Well, those films... In my twenties independent cinema was the only place where I had any freedom and now I have more freedom at a bigger budget, so I’m more comfortable working at a bigger budget, but I guess I do prefer being able to make what you want and you can’t always do that on bigger budget stuff. I don’t like having to serve a committee, you know, the screen is yours to fill however you want to fill it and when you can’t do that I don’t see what the point is. What’s in it for me?
It’s so easy to be pigeonholed as a certain type of actor, are you conscious of that in the roles you take?
Well I don’t really know how I’m perceived so... You read so many different things and I’ve never really paid too much attention to that, I’ve never collated the carbon data, you know. Do you think I’m pigeonholed?
Not exactly, it’s just that you have a very distinctive voice as an actor and yet your roles are quite varied. You seem to be someone who always makes good decisions, even when they don’t seem like good decisions to begin with. Drive isn’t a good example, but if you look back at the last five or six films you’ve made there are some interesting choices in there that have paid off. Like Lars and the Real Girl...
I do think I have a good sense of where a filmmaker’s coming from when I meet them, and there are a tonne of films I haven’t made because I didn’t click with the director’s vision, but like Lars and the Real Girl is a film that could’ve gone either way. It walked a very delicate line and I was skeptical about the direction that the director [Craig Gillespie] was going to take it in, but when I first met him he said that he wanted to put a nudity clause in the contract for Bianca and have a trailer for her and a team of people around her and treat her like any of the other actresses would be treated, I just knew, you know. You can tell a lot about what a director’s willing to put in off camera to creating an atmosphere on set so that this seed you’re trying to plant can actually have a chance.
What do you love about movies?
Well, I think, not to keep harping on the same note, I think... Well, for instance when I was in the fourth grade, maybe even... I forget what year, but it was sometime in junior school that I first saw First Blood and it kinda put me under a spell. I believed I was Rambo, and I filled my Fisher-Price Houdini Kit up with steak knives and took it into school and tried throwing them at some of the kids during recess. I didn’t hurt anybody, thank god, and I learned my lesson, you know, I’m sorry that I did it... But films have such a powerful affect on me, they always have done. I’ve tried to control that but I don’t think I’ve ever really managed to. But I don’t think I’m alone in recognising that.
Who is Drive for?
I think it’s for the movie theatre, I think we made it not for any specific type of person but more for the theatre itself. We made it for a big screen; we made it really fucking loud. It’s just not the same film if you see it at home, I’ve seen it on a small screen, I’ve seen it in a few different forms, and I really think this is the kind of movie that you have to go and see in the best theatre you can find.
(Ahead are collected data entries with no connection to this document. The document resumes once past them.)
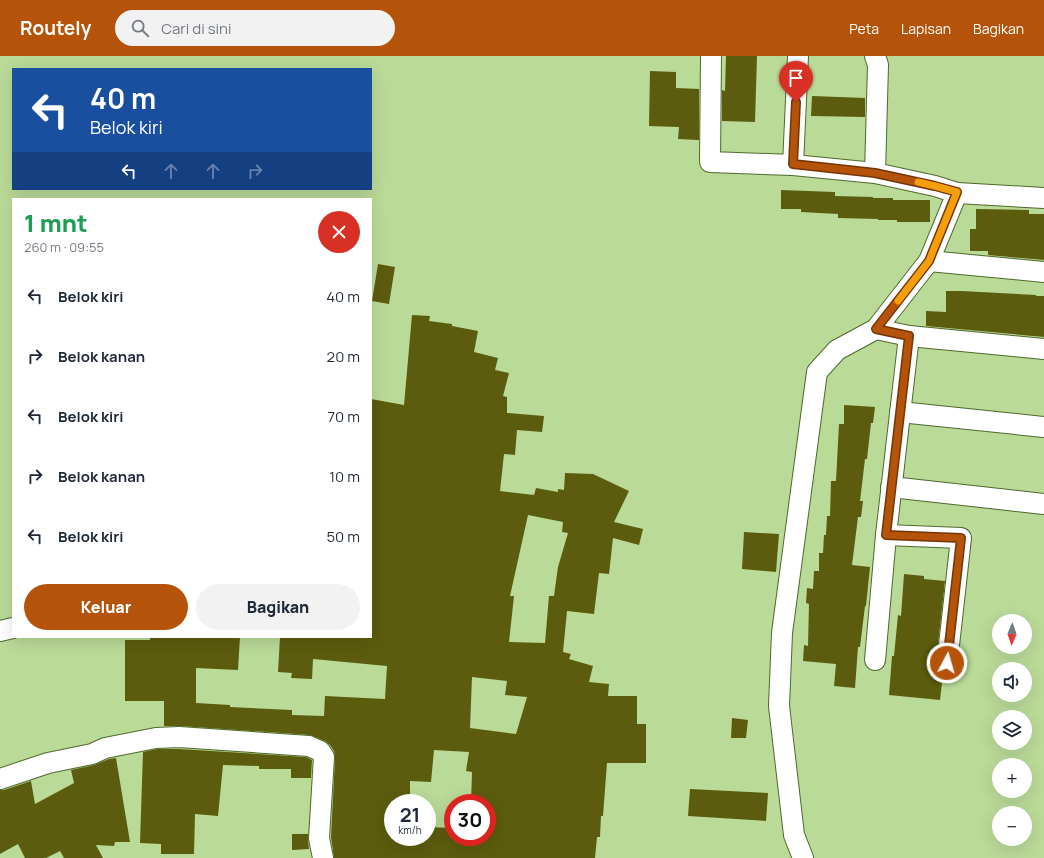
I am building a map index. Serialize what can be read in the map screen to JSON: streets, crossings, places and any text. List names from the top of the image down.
{
  "north": "bottom",
  "page": {
    "header": "Routely",
    "search": "Cari di sini",
    "nav": ["Peta", "Lapisan", "Bagikan"],
    "turn": ["40 m", "Belok kiri"],
    "heading": ["1 mnt", "260 m · 09:55"],
    "list": [
      {
        "name": "Belok kiri",
        "value": "40 m"
      },
      {
        "name": "Belok kanan",
        "value": "20 m"
      },
      {
        "name": "Belok kiri",
        "value": "70 m"
      },
      {
        "name": "Belok kanan",
        "value": "10 m"
      },
      {
        "name": "Belok kiri",
        "value": "50 m"
      }
    ],
    "buttons": ["Keluar", "Bagikan"],
    "map_buttons": ["+", "−"],
    "speed": "21 km/h",
    "limit": "30"
  }
}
We saw it for the first time in the Salle Debussy in Cannes, which was pretty fucking awesome...
Yeah, I mean that’s one of the best theatres I’ve ever been in. We actually went into that theatre the night before to check the colour and sound and we were told that they never turn the volume of a film past seven, and we got there and turned it to seven point five.
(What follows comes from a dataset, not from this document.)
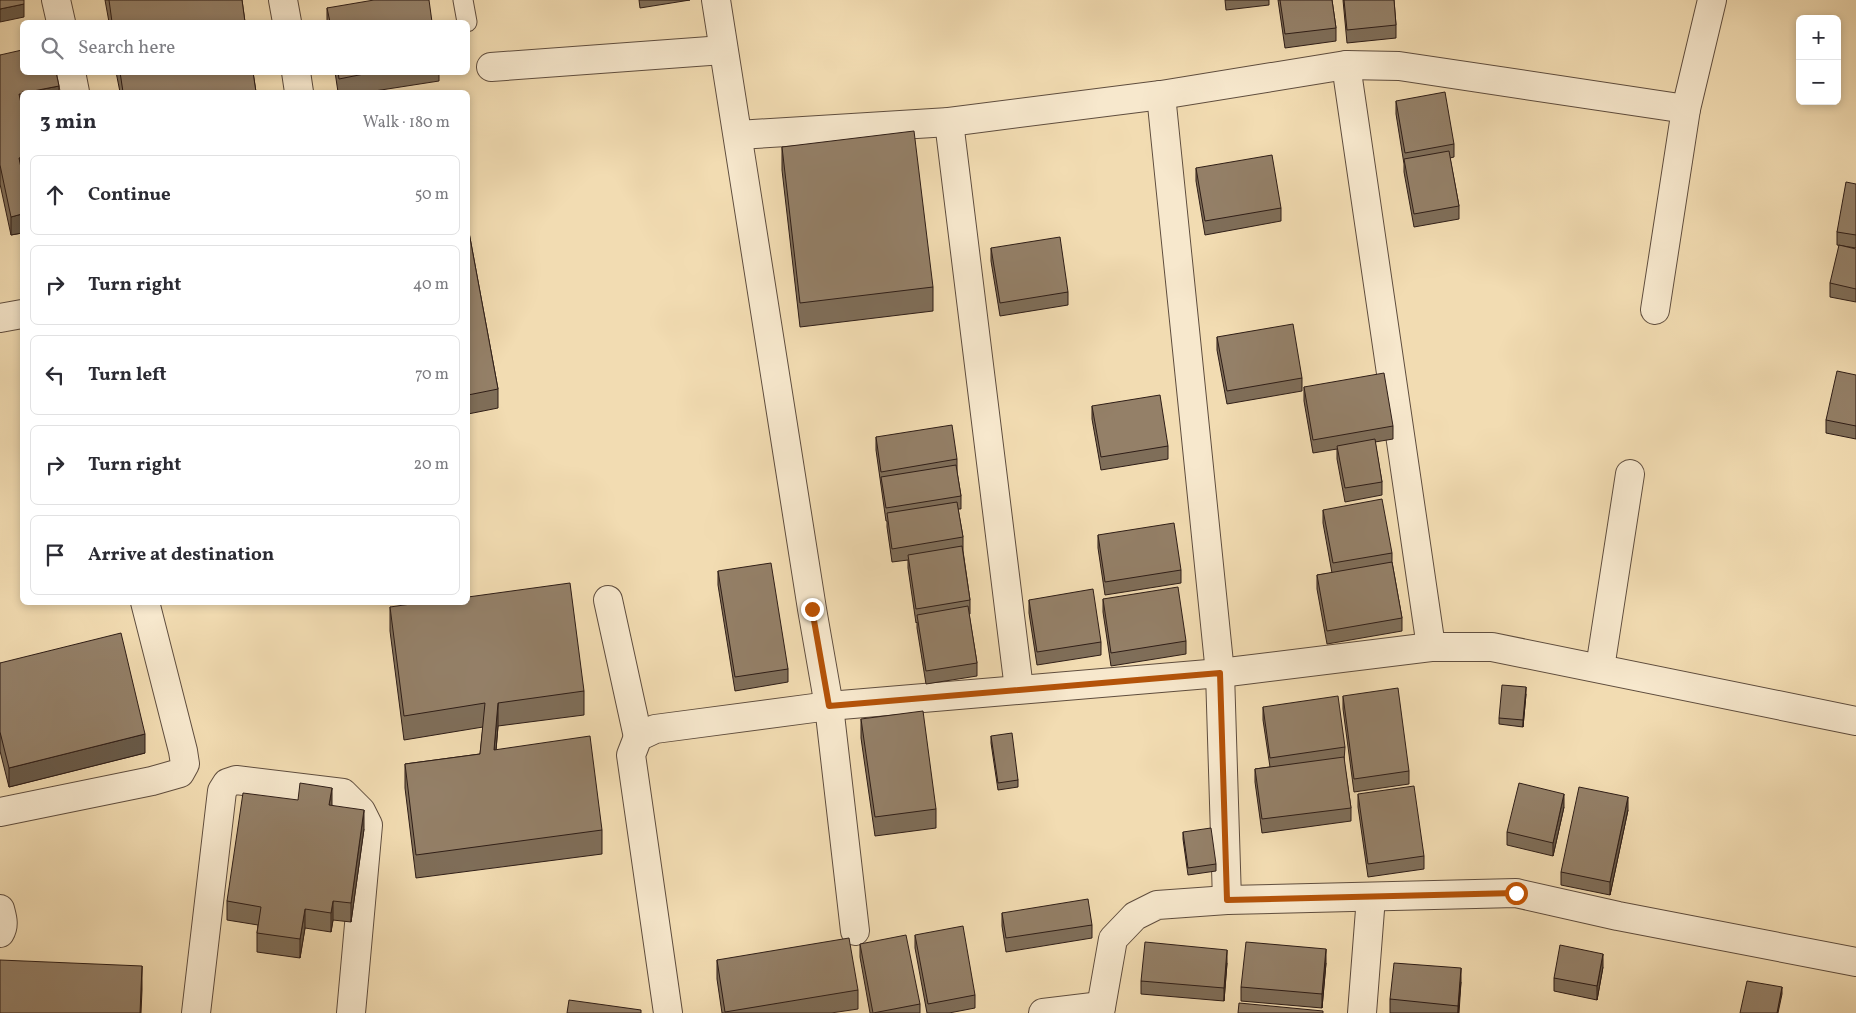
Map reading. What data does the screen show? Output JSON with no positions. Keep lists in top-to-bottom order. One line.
{"page":{"map_buttons":["+","−"],"search":"Search here","heading":["3 min","Walk · 180 m"],"list":[["Continue","50 m"],["Turn right","40 m"],["Turn left","70 m"],["Turn right","20 m"],"Arrive at destination"]}}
It definitely made a difference.
I’m glad you feel that way.
This is slightly random, but you know the rubber mask your character wears, was that based on anyone?
That is random.
It’s been bugging us...
Well actually it’s kind of a cool story. A friend of mine, Noaz Deshe, had sent me... Separately, I’ve had a fantasy for years of robbing a bank, I’m too scared of jail to ever go through with it, but I like to imagine ways of doing it with a few special friends who like to do the same. Anyway, Noaz sent me this link to a mask called the Hanson mask, which a few people were using effectively using to get away with robbery, because the mask’s so realistic, and... There would be security camera footage of the robber and witnesses would give descriptions and because it’s so realistic the police would end up looking for someone who looked like the mask. So when we were trying to find a way for the driver to go around and effectively get away with his revenge spree that he goes on, it seemed like it would be a good idea to use that mask. But also we wanted him to undergo a transformation and because he couldn’t actually become a werewolf we tried to think of a way to take him from boy to man, and the mask was perfect for that.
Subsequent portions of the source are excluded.